- Exercise: "JSON" appears in how many lines of the entries? State only the number.

- Extracted information:
◆ ◆ ◆ ◆ ◆ ◆ ◆

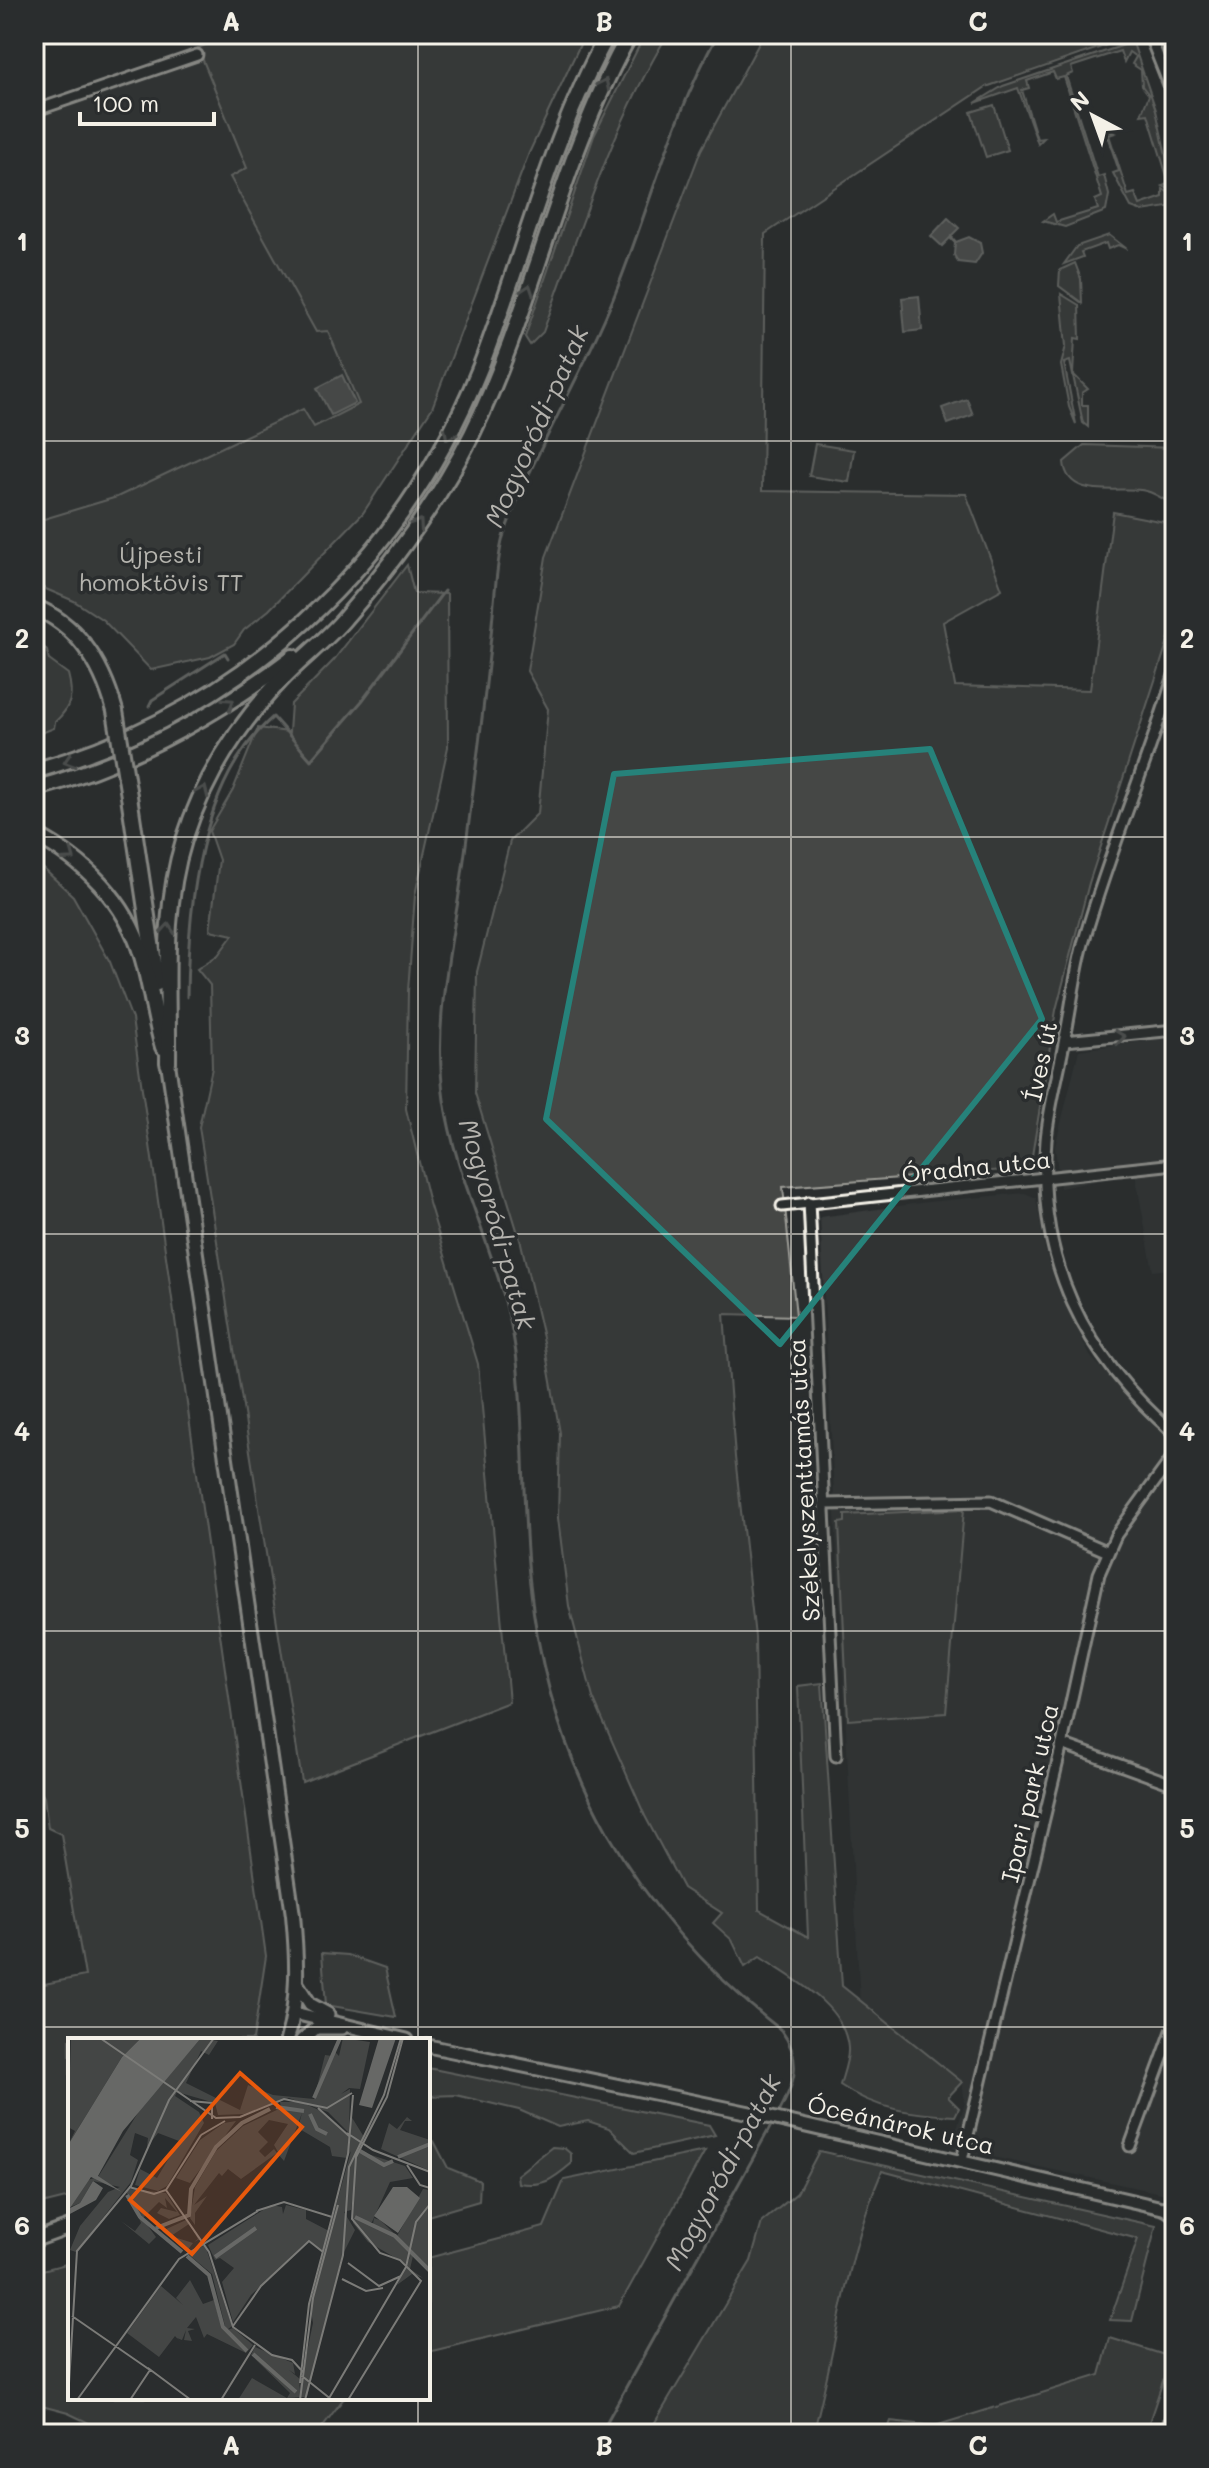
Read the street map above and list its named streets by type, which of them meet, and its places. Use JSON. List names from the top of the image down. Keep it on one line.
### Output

◆ ◆ ◆ ◆ ◆ ◆ ◆

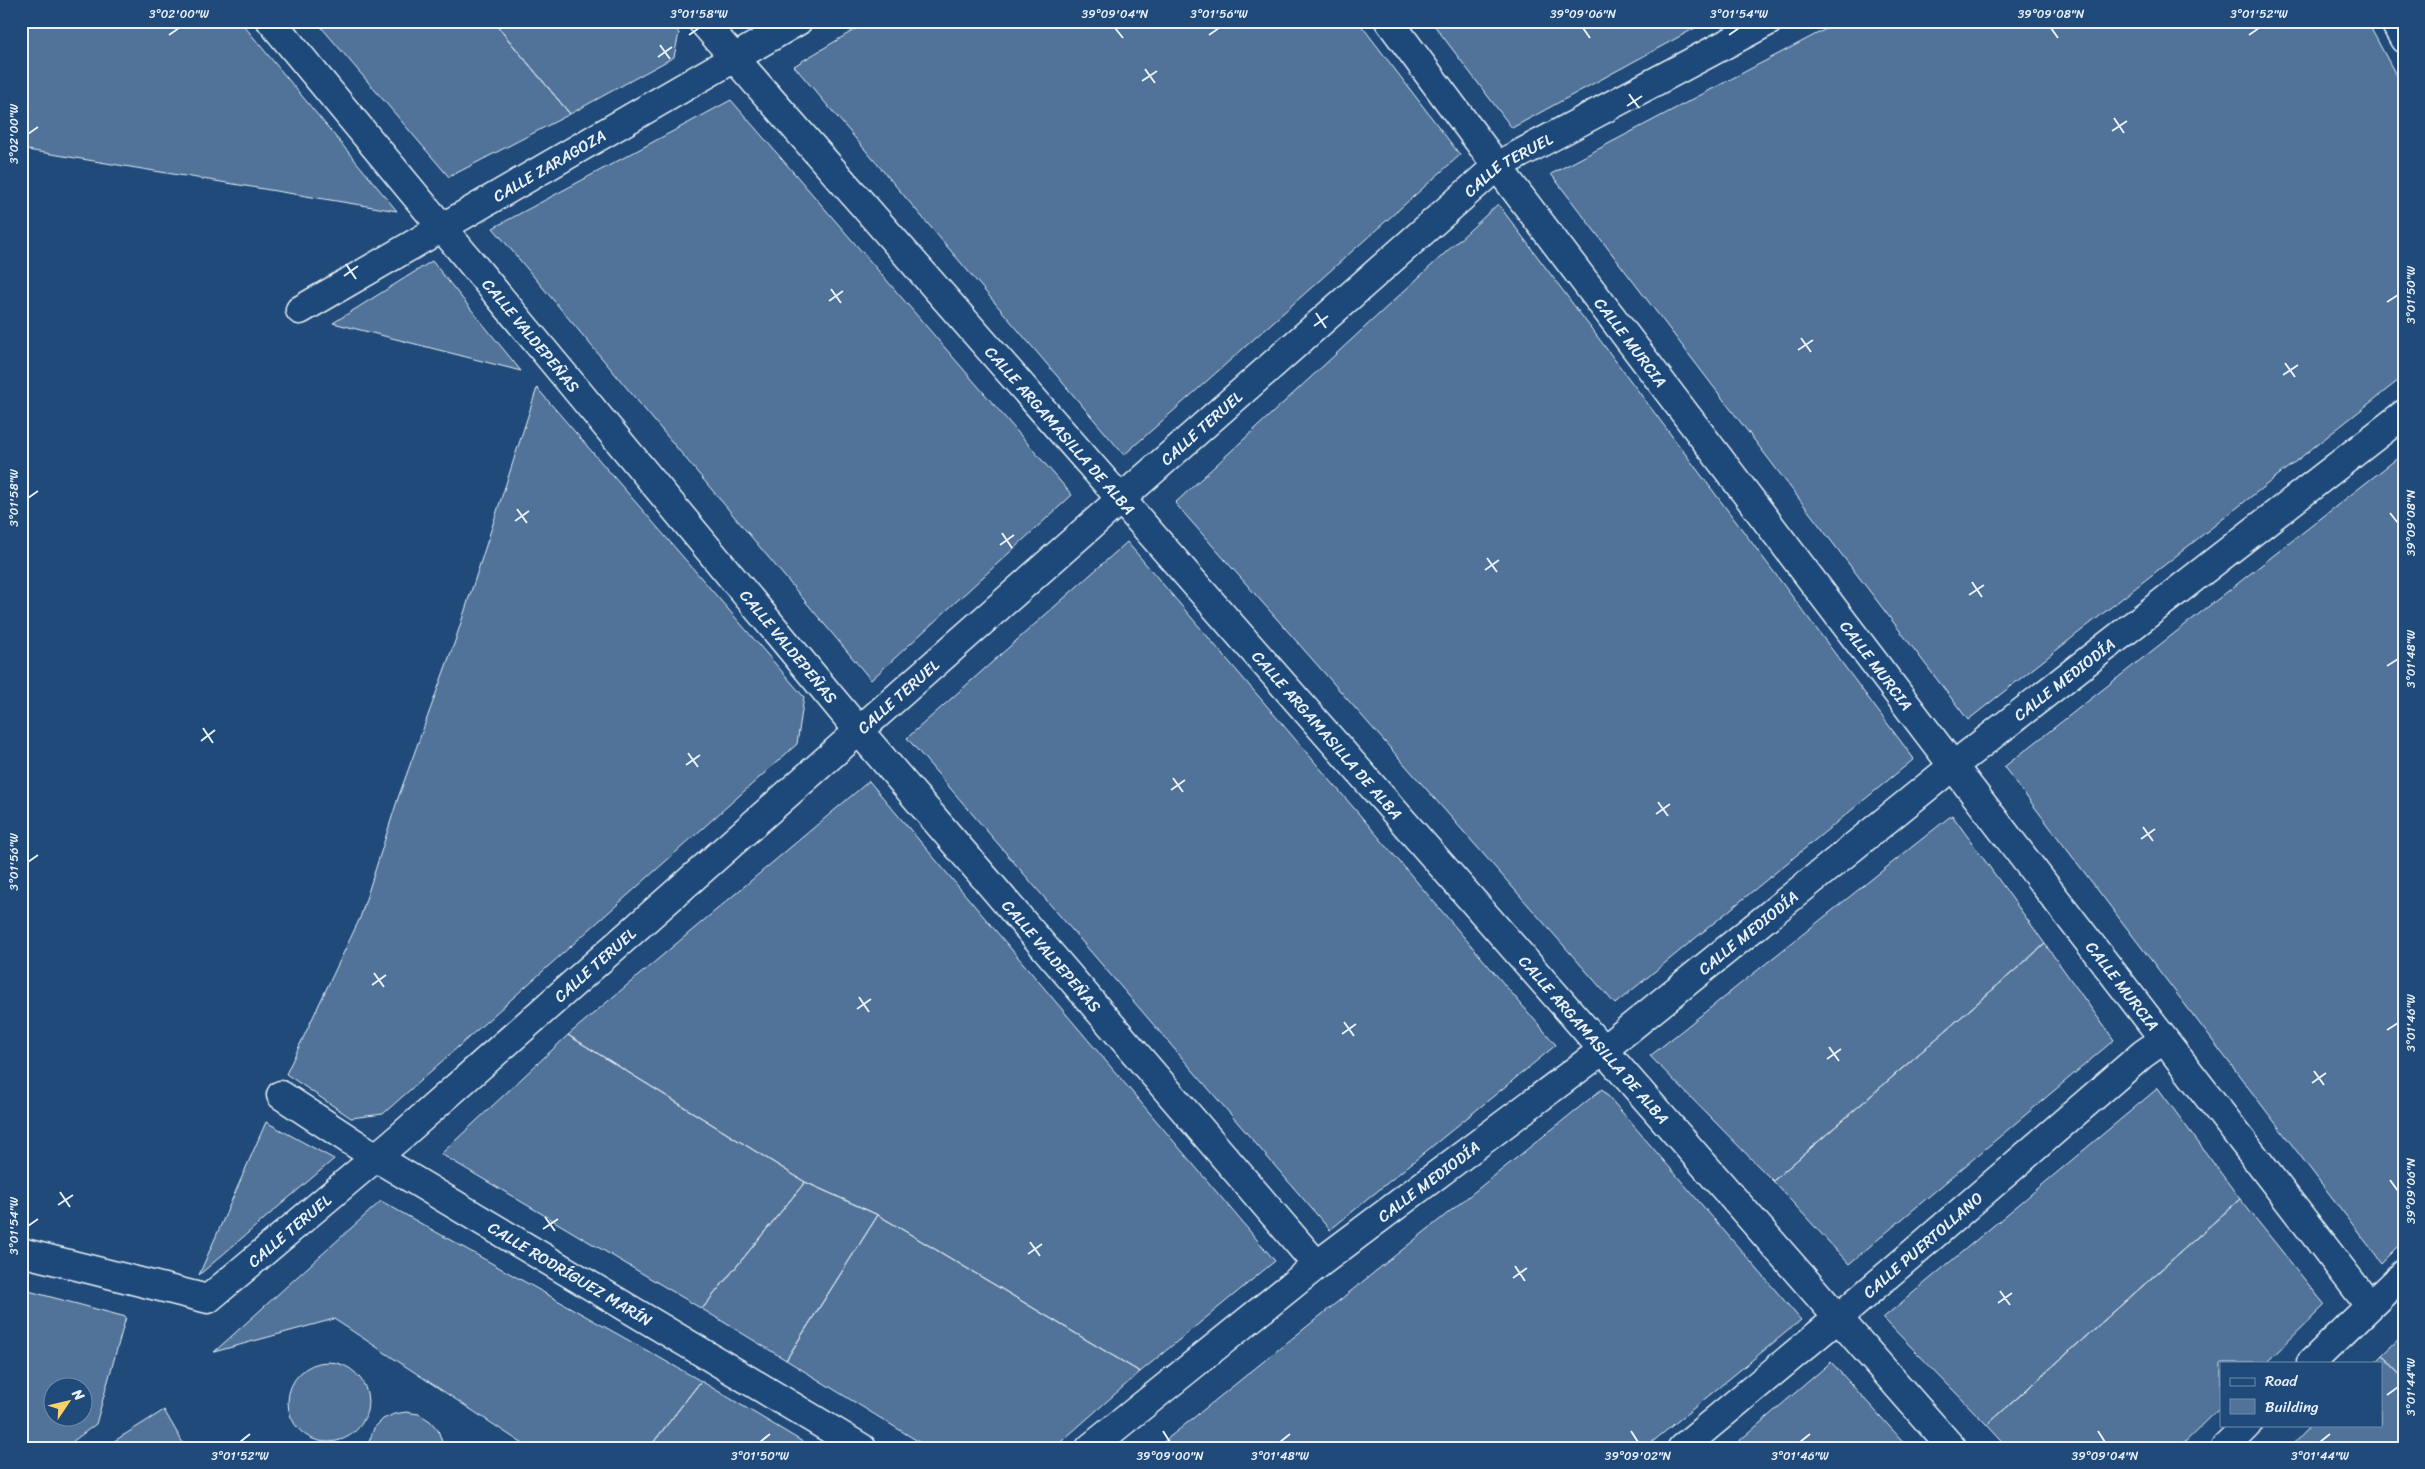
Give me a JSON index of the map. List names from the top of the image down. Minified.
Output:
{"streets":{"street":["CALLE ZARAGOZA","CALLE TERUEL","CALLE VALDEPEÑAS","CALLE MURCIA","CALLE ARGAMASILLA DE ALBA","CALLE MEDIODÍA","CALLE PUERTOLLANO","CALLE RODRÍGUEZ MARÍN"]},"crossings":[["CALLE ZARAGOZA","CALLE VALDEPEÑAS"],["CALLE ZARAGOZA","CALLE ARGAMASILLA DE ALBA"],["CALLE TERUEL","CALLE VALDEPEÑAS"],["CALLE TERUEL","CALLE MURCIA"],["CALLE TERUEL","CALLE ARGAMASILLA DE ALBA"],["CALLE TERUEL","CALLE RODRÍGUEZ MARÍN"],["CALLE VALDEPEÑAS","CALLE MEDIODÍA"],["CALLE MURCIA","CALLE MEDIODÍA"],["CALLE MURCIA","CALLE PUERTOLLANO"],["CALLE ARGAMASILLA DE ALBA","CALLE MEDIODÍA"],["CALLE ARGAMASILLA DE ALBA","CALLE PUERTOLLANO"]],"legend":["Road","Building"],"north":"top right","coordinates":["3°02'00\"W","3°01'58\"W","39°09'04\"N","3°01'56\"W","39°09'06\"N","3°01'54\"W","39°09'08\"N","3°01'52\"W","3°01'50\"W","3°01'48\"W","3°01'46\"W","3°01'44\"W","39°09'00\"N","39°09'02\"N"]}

◆ ◆ ◆ ◆ ◆ ◆ ◆

- Result: 2